Prep Time 10 minutes
Cook Time 15 minutes
Total Time 25 minutes
Servings: 4 servings

Ingredients
  

  • Crust: Whole-wheat pizza crust, naan, flatbread, or a low-carb tortilla. Aim for 10–12 inches for a standard pizza.
  • Cottage cheese: 1 cup, small-curd, 2% or full-fat for the best texture and flavor.
  • Eggs: 2 large, lightly beaten (optional but great for richness and binding).
  • Mozzarella: 1/2 to 3/4 cup shredded, for that classic melty top.
  • Parmesan: 2 tablespoons grated, for savory depth.
  • Olive oil: 1 tablespoon, for brushing the crust.
  • Garlic: 1 clove minced or 1/2 teaspoon garlic powder.
  • Salt and pepper: To taste.
  • Fresh toppings: Handful of baby spinach, sliced cherry tomatoes, red onion slivers, or mushrooms.
  • Optional protein: Turkey sausage, crumbled bacon, or diced ham.
  • Fresh herbs: Chives, basil, or parsley for finishing.
  • Red pepper flakes or everything bagel seasoning: Optional, for a little kick.

Method
 

  1. Preheat the oven. Set it to 425°F (220°C).
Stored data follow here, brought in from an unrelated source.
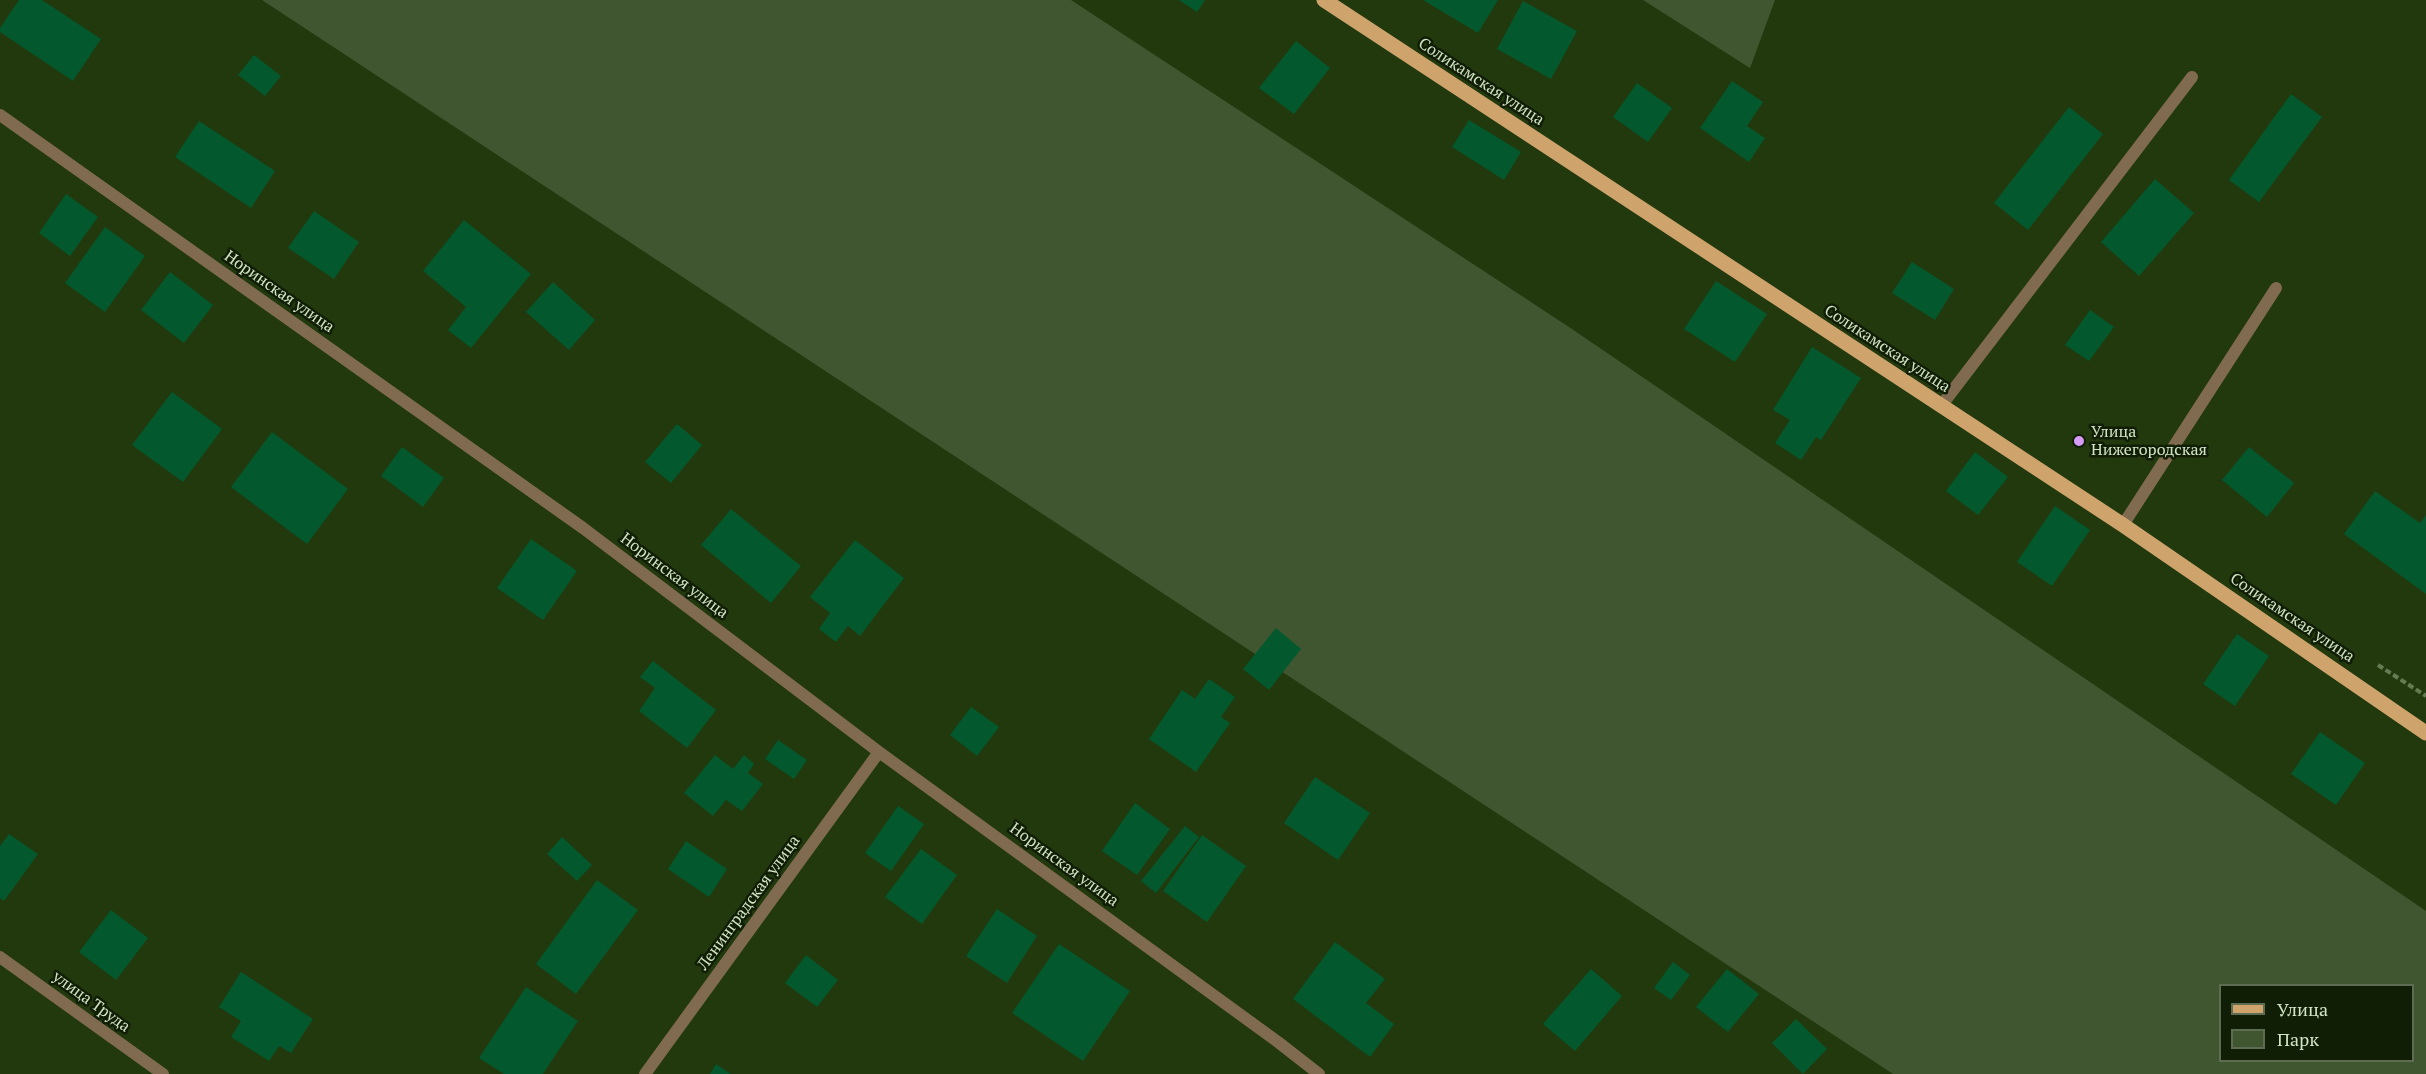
<!DOCTYPE html>
<html>
<head>
<meta charset="utf-8">
<style>
	body { margin:0 }
	#map { position:relative; width:2426px; height:1074px; overflow:hidden; background:#22390d; font-family:"PT Serif",serif }
	canvas { display:block }
	.legend { position:absolute; left:2219px; top:984px; width:195px; height:78px; box-sizing:border-box; background:#111e06; border:2px solid #5e6d52; margin:0; padding:8px 10px; list-style:none; font-size:18px; color:#d1e4c4 }
	.legend li { display:flex; align-items:center; gap:12px; height:30px }
	.legend b { width:30px; border:2px solid #5e6d52 }
</style>
</head>
<body>
<div id="map">
<canvas width="2426" height="1074"></canvas>
<ul class="legend">
<li><b style="height:8px;background:#cea36c"></b>Улица</li>
<li><b style="height:16px;background:#405630"></b>Парк</li>
</ul>
</div>
<script>
const g = document.querySelector('canvas').getContext('2d');
g.lineJoin = 'round';
function fill(path, color) { g.fillStyle = color; g.fill(path, 'evenodd'); }
function trace(path, color, width, dash) { g.strokeStyle = color; g.lineWidth = width; g.lineCap = dash ? 'butt' : 'round'; g.setLineDash(dash || []); g.stroke(path); }
function drawText(font, color, halo, rows, align = 'center') {
  g.font = font + ' "PT Serif",serif'; g.lineWidth = 5; g.setLineDash([]); g.textBaseline = 'middle'; g.strokeStyle = halo; g.fillStyle = color; for (const [text, x, y, turn = 0] of rows) {
    g.save(); g.translate(x, y); g.rotate((+turn || 0) * Math.PI / 180); g.textAlign = isNaN(turn) ? turn : align; if (halo) g.strokeText(text, 0, 0); g.fillText(text, 0, 0); g.restore();
  }
}
fill(new Path2D(`
	M 262,0 L 1071,0 L 1569,327 L 2426,911 L 2426,1074 L 1893,1074 ZM 2220,986 L 2412,986 L 2412,1060 L 2220,1060 Z
	M 1643,0 L 1775,0 L 1750,68 Z`), '#405630');
fill(new Path2D(`
	M 19,0 L 42,0 L 101,39 L 73,81 L 0,32 L 0,28 Z
	M 1179,0 L 1205,0 L 1197,12 Z
	M 1423,0 L 1498,0 L 1478,33 Z
	M 1523,1 L 1577,31 L 1551,79 L 1497,49 Z
	M 1296,41 L 1330,68 L 1294,114 L 1259,88 Z
	M 254,55 L 281,76 L 265,96 L 238,75 Z
	M 1732,81 L 1763,102 L 1747,126 L 1765,138 L 1749,162 L 1700,128 Z
	M 1637,83 L 1672,108 L 1648,142 L 1613,117 Z
	M 2291,94 L 2322,117 L 2259,202 L 2229,180 Z
	M 2069,107 L 2103,134 L 2028,230 L 1994,203 Z
	M 1469,120 L 1521,152 L 1504,180 L 1452,147 Z
	M 199,121 L 275,171 L 251,208 L 175,157 Z
	M 2155,179 L 2194,213 L 2139,276 L 2101,242 Z
	M 66,194 L 98,217 L 70,256 L 39,233 Z
	M 314,211 L 359,242 L 334,279 L 288,248 Z
	M 464,220 L 531,274 L 471,348 L 448,330 L 466,307 L 423,271 Z
	M 105,227 L 145,256 L 105,312 L 65,283 Z
	M 1912,262 L 1954,289 L 1935,320 L 1892,293 Z
	M 170,272 L 213,305 L 184,343 L 141,310 Z
	M 1716,281 L 1767,314 L 1735,362 L 1684,329 Z
	M 553,282 L 595,320 L 569,350 L 526,312 Z
	M 2090,310 L 2114,327 L 2089,361 L 2065,345 Z
	M 1812,347 L 1861,378 L 1821,440 L 1816,437 L 1801,460 L 1775,443 L 1790,420 L 1773,410 Z
	M 172,392 L 222,429 L 183,482 L 132,445 Z
	M 677,424 L 702,445 L 671,483 L 645,462 Z
	M 272,432 L 348,489 L 307,544 L 231,487 Z
	M 402,447 L 444,478 L 423,507 L 381,476 Z
	M 2249,447 L 2294,483 L 2267,517 L 2222,480 Z
	M 1975,452 L 2008,477 L 1978,515 L 1946,491 Z
	M 2375,491 L 2420,523 L 2426,515 L 2426,594 L 2344,534 Z
	M 2055,506 L 2090,530 L 2052,586 L 2017,562 Z
	M 731,509 L 801,566 L 771,603 L 701,545 Z
	M 531,539 L 577,571 L 543,620 L 497,588 Z
	M 855,540 L 904,578 L 860,636 L 848,626 L 836,642 L 819,629 L 830,613 L 810,597 Z
	M 1276,628 L 1301,649 L 1269,690 L 1243,669 Z
	M 2237,634 L 2269,656 L 2235,706 L 2203,684 Z
	M 653,661 L 716,710 L 687,748 L 639,711 L 655,688 L 640,677 Z
	M 1209,679 L 1235,697 L 1221,717 L 1230,723 L 1196,772 L 1149,739 L 1182,690 L 1195,699 Z
	M 971,707 L 999,727 L 977,756 L 950,735 Z
	M 2320,732 L 2365,763 L 2336,805 L 2291,774 Z
	M 778,740 L 807,760 L 794,779 L 765,759 Z
	M 715,755 L 733,769 L 744,755 L 754,764 L 748,773 L 763,784 L 742,811 L 726,800 L 713,816 L 684,793 Z
	M 1315,777 L 1370,813 L 1338,860 L 1284,823 Z
	M 1135,803 L 1170,829 L 1137,875 L 1102,851 Z
	M 898,806 L 924,824 L 891,871 L 865,853 Z
	M 1185,826 L 1199,837 L 1156,893 L 1141,881 Z
	M 9,834 L 38,854 L 4,901 L 0,898 L 0,846 Z
	M 1202,835 L 1246,866 L 1207,922 L 1163,891 Z
	M 562,837 L 592,865 L 577,881 L 547,854 Z
	M 686,841 L 727,869 L 709,897 L 668,869 Z
	M 921,849 L 957,875 L 922,924 L 885,897 Z
	M 597,880 L 638,910 L 576,994 L 536,964 Z
	M 997,909 L 1037,936 L 1007,983 L 966,956 Z
	M 111,910 L 148,938 L 116,980 L 79,952 Z
	M 1335,942 L 1385,979 L 1366,1003 L 1394,1024 L 1370,1057 L 1293,999 Z
	M 1059,944 L 1130,991 L 1083,1061 L 1012,1013 Z
	M 806,955 L 838,980 L 817,1007 L 785,983 Z
	M 1673,962 L 1690,975 L 1671,1000 L 1654,988 Z
	M 1591,969 L 1622,996 L 1575,1051 L 1543,1024 Z
	M 1727,969 L 1759,994 L 1728,1032 L 1696,1007 Z
	M 241,972 L 313,1019 L 291,1053 L 279,1046 L 269,1061 L 231,1037 L 241,1021 L 219,1007 Z
	M 526,987 L 578,1021 L 543,1074 L 504,1074 L 479,1058 Z
	M 1796,1019 L 1827,1049 L 1803,1074 L 1772,1043 Z
	M 716,1064 L 731,1074 L 710,1074 Z`), '#03592d');
trace(new Path2D(`
	M 2378,665 L 2426,696`), '#657b53', 4, [6, 3]);
trace(new Path2D(`
	M 2123,525 L 2276,288`), '#806b51', 12);
trace(new Path2D(`
	M 0,115 L 583,528 L 879,752 L 1278,1042 L 1319,1074
	M 1941,406 L 2192,77
	M 0,957 L 163,1074
	M 645,1074 L 879,752`), '#806b51', 12);
trace(new Path2D(`
	M 1324,0 L 2123,525 L 2426,733`), '#cea36c', 15);
for (const [x, y, r, color] of [
	[2079,441,6,"#d79bf9"]
]) { const dot = new Path2D(); dot.arc(x, y, r, 0, 2 * Math.PI); g.fillStyle = color; g.fill(dot); trace(dot, '#111e06', 2); }
drawText('16px', '#d1e4c4', '#111e06', [
	["Соликамская улица",1481,82,33],
	["Норинская улица",279,292,35],
	["Соликамская улица",1887,349,33],
	["Норинская улица",674,576,37],
	["Соликамская улица",2292,618,34],
	["Норинская улица",1064,865,36],
	["Ленинградская улица",749,903,-54],
	["улица Труда",91,1002,36]
]);
drawText('16px', '#d1e4c4', '#111e06', [
	["Улица",2091,432],
	["Нижегородская",2091,450]
], 'left');
</script>
</body>
</html>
Line a baking sheet with parchment, or heat a pizza stone if you have one.
  2. Prep the crust. Brush the top lightly with olive oil and sprinkle with a pinch of salt and garlic. This helps it crisp and adds flavor.
  3. Blend the cottage cheese. For a silky sauce, pulse cottage cheese with a pinch of salt, pepper, and garlic in a food processor. Mix in the beaten eggs until just combined. If you prefer texture, skip the blending and fold everything together in a bowl.
  4. Par-bake the crust (if needed). If your crust is raw dough, bake it 5–7 minutes until it’s just starting to set. If using naan or flatbread, you can skip this step.
  5. Assemble the base. Spread the cottage cheese mixture evenly over the crust, leaving a small border. Top with half the mozzarella and the Parmesan.
  6. Add toppings. Scatter spinach, tomatoes, onions, and any cooked proteins. Avoid piling too high so the center cooks through.
  7. Finish with cheese. Sprinkle the remaining mozzarella. Add a pinch of red pepper flakes if you like heat.
  8. Bake. Return to the oven and bake 10–14 minutes, until the cheese is melted and the edges are golden. If the center is a bit soft, give it 2–3 more minutes.
  9. Rest and garnish. Let it sit for 3–4 minutes to set, then shower with fresh herbs. Slice and serve warm.